I flashback iniziali sono la chiave di tutto: il passato torna sempre e quando torna può svelarci nuove verità, inedite e imprevedibili. La battaglia mostrata nelle prime scene non serve solo a ricordare allo spettatore “dove eravamo rimasti” ma anche a mostrare il peso che Kenobi e Anakin si portano dietro ogni giorno, il male che li ha resi quello che sono. In questo senso diventa fondamentale il confronto tra la battaglia iniziale e quella finale che, rispecchiandosi l’una nell’altra, mostrano il rancore e la vendetta come parte di un circolo vizioso, una sequela infinita di attacchi e contrattacchi che alimentano l’odio senza mai estinguerlo del tutto. Durante lo scontro Darth Vader ammette che ad uccidere Anakin, il vecchio sé, è stato proprio lui; sappiamo dalla saga originale che questa è una bugia che Vader si racconta per non abbandonare il lato oscuro, ma è anche ciò di cui Kenobi ha bisogno. Tale consapevolezza, per quanto falsa, basta per calmare lo spirito del protagonista che può allontanarsi e finalmente placare il dolore e il senso di colpa che da anni lo logora.

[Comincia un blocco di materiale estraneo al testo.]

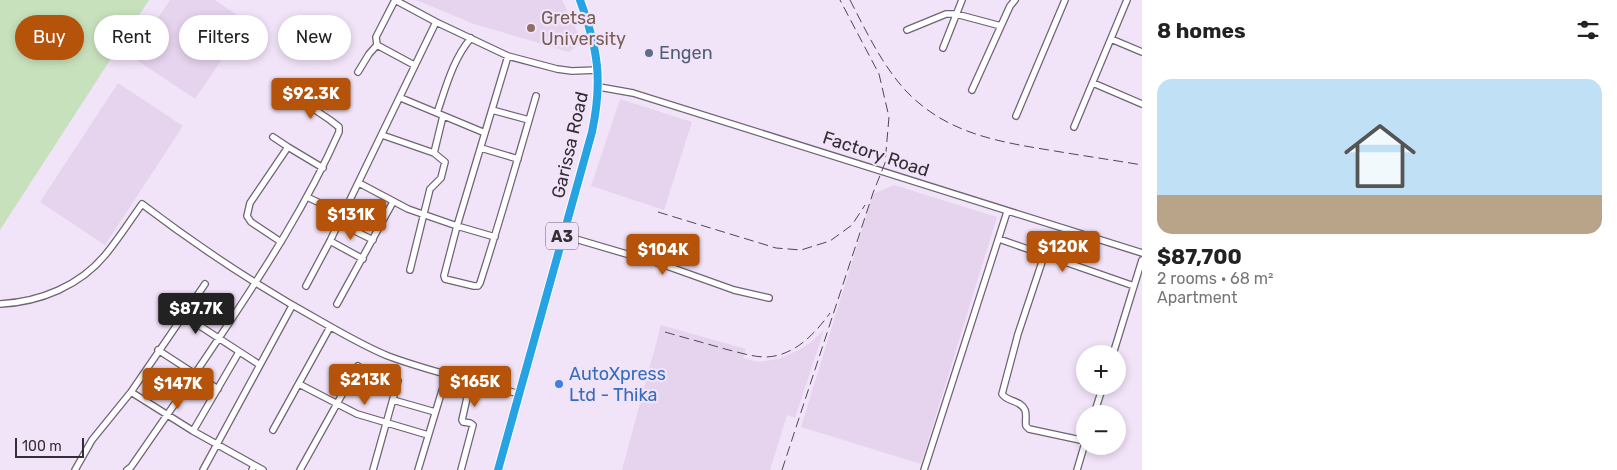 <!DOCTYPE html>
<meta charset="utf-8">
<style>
body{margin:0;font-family:Rubik,sans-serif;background:#f2f2f2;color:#222;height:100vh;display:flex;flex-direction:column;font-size:19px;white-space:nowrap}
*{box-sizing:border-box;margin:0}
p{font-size:16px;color:#767676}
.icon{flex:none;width:28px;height:28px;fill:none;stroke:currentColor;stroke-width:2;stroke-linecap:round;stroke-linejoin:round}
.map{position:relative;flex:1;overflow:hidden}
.sheet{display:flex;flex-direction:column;background:#fff;width:475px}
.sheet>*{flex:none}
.hud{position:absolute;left:15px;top:15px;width:475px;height:45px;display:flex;gap:10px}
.buttons{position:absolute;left:1076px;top:345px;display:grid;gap:10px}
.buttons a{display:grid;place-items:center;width:50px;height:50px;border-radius:50%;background:#fff;box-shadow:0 2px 8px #0003;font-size:25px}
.scale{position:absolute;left:15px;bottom:12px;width:69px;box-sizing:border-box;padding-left:5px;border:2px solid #342f37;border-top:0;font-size:14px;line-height:18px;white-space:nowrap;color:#342f37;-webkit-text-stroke:4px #f1e3f8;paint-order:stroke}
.price{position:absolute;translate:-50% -42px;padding:0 11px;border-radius:5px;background:#b45309;color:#fff;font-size:16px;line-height:32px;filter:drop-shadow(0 1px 2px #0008)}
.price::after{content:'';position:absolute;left:50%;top:30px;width:15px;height:11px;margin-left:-8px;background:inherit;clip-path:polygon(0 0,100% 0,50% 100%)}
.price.active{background:#222;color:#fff}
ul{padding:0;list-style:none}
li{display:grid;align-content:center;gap:10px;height:265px;padding:0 15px}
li+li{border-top:1px solid #e0e0e0}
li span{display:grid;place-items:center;height:155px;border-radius:15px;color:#555}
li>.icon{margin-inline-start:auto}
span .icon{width:90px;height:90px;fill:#fffc;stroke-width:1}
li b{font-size:21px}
h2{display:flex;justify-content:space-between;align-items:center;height:60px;padding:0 15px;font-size:21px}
.pill{padding:0 18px;border-radius:22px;background:#fff;box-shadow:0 2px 8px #0003;font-size:18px;line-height:45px}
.pill.active{background:#b45309;color:#fff}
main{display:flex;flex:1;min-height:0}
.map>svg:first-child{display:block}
</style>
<main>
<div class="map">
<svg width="1142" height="470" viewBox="0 0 1142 470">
<rect width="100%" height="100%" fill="#f1e3f8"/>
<path fill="#e6d4ef" d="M170,0H215L247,22L195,99L132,57Z
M416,0H562L577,31L579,41L578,45L569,52L474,24Z
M118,83L183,126L105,245L40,202Z
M620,99L692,122L664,210L591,186Z
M894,185L997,217L921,464L801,427L873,194Z
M661,325L746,349L743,358L758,362L778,359L799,350L811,342L824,330L795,418L787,415L770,470H622Z"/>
<path fill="#c8e1bd" d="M0,0H149L0,230Z"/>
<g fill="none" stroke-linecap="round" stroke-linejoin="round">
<defs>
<path id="minor" d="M395,0L436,22L508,56L557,69L572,71L598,70
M395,0L376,37L377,45L414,65
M907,30L946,14H956L1001,26
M1111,39L1142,52
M943,48L962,0
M358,72L369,54L377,45
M1093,83L1142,104
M599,87L633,93L1142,253
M972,90L1010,6L1015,0
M401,98L485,133
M492,110L529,120
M437,113C446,87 453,59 471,38
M1016,116L1065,0
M1074,127L1127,0
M382,135L434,153L445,162L441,178L430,189L410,270
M273,137L288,147
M481,148L518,159
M434,153L443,116
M359,183L408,209L457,226L508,56
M307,197L343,214
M339,223L373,240
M562,235L664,265L734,290L769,298
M495,237L457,226L444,276L445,279L474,286H478L480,283C500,221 518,158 536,96
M999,239L1134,286
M330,241L363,259
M281,242L251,222L247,216L250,203L288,147L323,168
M1044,256L1018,334L1002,394C1007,402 1021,400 1025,410C1027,415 1025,421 1026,426L1029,429L1085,441
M306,286L330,241L436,22
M0,304C40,302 80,286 106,254C119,238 130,221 142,204C200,248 260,288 324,323C345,335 366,347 388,356C431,372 476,382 520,394
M337,304L393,202
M183,315L260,365
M158,350L218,389
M1113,354L1142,260
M299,384L357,414L428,435
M131,392L193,431L254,465
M393,400L435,412
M1094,414L1103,386
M273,430L330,327
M193,431L239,352
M75,470L92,440L131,392L205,284
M127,470L131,467C162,423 192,379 221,335C265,269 307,204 339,132V127L330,120L299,99
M203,470L292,306
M252,470L254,465L263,470
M300,470L358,366
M373,470L398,381
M418,470L447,374
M461,470L473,425L470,423L463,422L462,420L471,380
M924,470L1007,212
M1077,470L1085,443"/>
<path id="highway" d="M498,470L592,132C603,80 598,49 580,0"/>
</defs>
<use href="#minor" stroke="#6f6375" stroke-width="8"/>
<use href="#highway" stroke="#fff" stroke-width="10"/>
<use href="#minor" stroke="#fff" stroke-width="5.5"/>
<use href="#highway" stroke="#27a2e3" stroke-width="8"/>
<path stroke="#4e4852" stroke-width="1" stroke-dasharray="10 5" stroke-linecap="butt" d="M850,0C866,31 882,65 906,91C947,134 999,142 1055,151C1084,156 1113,160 1142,165
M658,212L776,248L801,250L830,241L852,225L865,205
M665,332C685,338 705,343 725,349C738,352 752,357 766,357C794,356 815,334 830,313
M782,470L873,193L885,163L889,117L879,74L840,0"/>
</g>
<circle fill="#8d6e63" stroke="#f1e3f8" stroke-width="2" cx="531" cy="28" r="5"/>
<circle fill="#5c6f8a" stroke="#f1e3f8" stroke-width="2" cx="649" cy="53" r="5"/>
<circle fill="#3f7fe0" stroke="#f1e3f8" stroke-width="2" cx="559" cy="384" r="5"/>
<g text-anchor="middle" stroke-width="4.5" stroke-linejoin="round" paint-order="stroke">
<rect fill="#f1e3f8" stroke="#6d6571" stroke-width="1" x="546" y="222.5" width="32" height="27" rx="4"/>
<g font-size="16" font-weight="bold" fill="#342f37">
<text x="562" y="242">A3</text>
</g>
<g font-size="18" fill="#785e54" stroke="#f1e3f8" text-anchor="start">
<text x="541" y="24">Gretsa<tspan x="541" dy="21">University</tspan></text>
</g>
<g font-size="18" fill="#4e5e75" stroke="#f1e3f8" text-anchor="start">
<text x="659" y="59">Engen</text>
</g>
<g font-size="18" fill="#342f37" stroke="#f1e3f8">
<text transform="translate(570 145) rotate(-77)" y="6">Garissa Road</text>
<text transform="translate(876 154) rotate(18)" y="6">Factory Road</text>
</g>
<g font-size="18" fill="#366cbe" stroke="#f1e3f8" text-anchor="start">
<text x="569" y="380">AutoXpress<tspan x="569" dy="21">Ltd - Thika</tspan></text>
</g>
</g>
</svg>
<div class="buttons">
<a>+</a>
<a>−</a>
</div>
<div class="scale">100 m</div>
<b class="price" style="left:311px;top:120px">$92.3K</b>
<b class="price" style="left:351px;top:241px">$131K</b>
<b class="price" style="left:1063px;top:273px">$120K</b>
<b class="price" style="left:663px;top:276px">$104K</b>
<b class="price active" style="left:196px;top:335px">$87.7K</b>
<b class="price" style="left:365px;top:406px">$213K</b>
<b class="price" style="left:475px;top:408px">$165K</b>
<b class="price" style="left:178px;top:410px">$147K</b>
<div class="hud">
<a class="pill active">Buy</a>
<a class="pill">Rent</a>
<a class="pill">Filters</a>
<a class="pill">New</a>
</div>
</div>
<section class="sheet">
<h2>8 homes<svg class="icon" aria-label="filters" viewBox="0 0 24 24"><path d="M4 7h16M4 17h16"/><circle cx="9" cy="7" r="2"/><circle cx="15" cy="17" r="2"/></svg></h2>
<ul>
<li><span style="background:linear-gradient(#bfe0f5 75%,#b9a48a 0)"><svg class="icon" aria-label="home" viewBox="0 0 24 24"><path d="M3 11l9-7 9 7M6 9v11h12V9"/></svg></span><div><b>$87,700</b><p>2 rooms · 68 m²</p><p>Apartment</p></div></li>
</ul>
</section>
</main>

Sebbene la serie renda onore al personaggio di Darth Vader, ancora una volta interpretato da Hayden Christensen, talvolta sembra relegarlo alla figura mitica che incarna nella cultura di massa. Se messo a confronto con Obi-Wan Kenobi, infatti, il suo personaggio non ha una vera e propria risoluzione narrativa né un’evoluzione in termini di introspezione psicologica. Vader resta un involucro vuoto, guidato da rabbia e sete di vendetta, senza apparente possibilità di redenzione; Kenobi, invece, sembra crescere di puntata in puntata. Il confronto con il passato e, in un secondo momento, il suo superamento segna la vita dei due protagonisti. Mentre il primo cerca di scappare da ciò che era, arrivando ad ucciderlo per creare un nuovo alter ego, il secondo fa pace con se stesso e con il suo passato per tornare il maestro che una volta era e di cui il suo mondo ha ancora bisogno.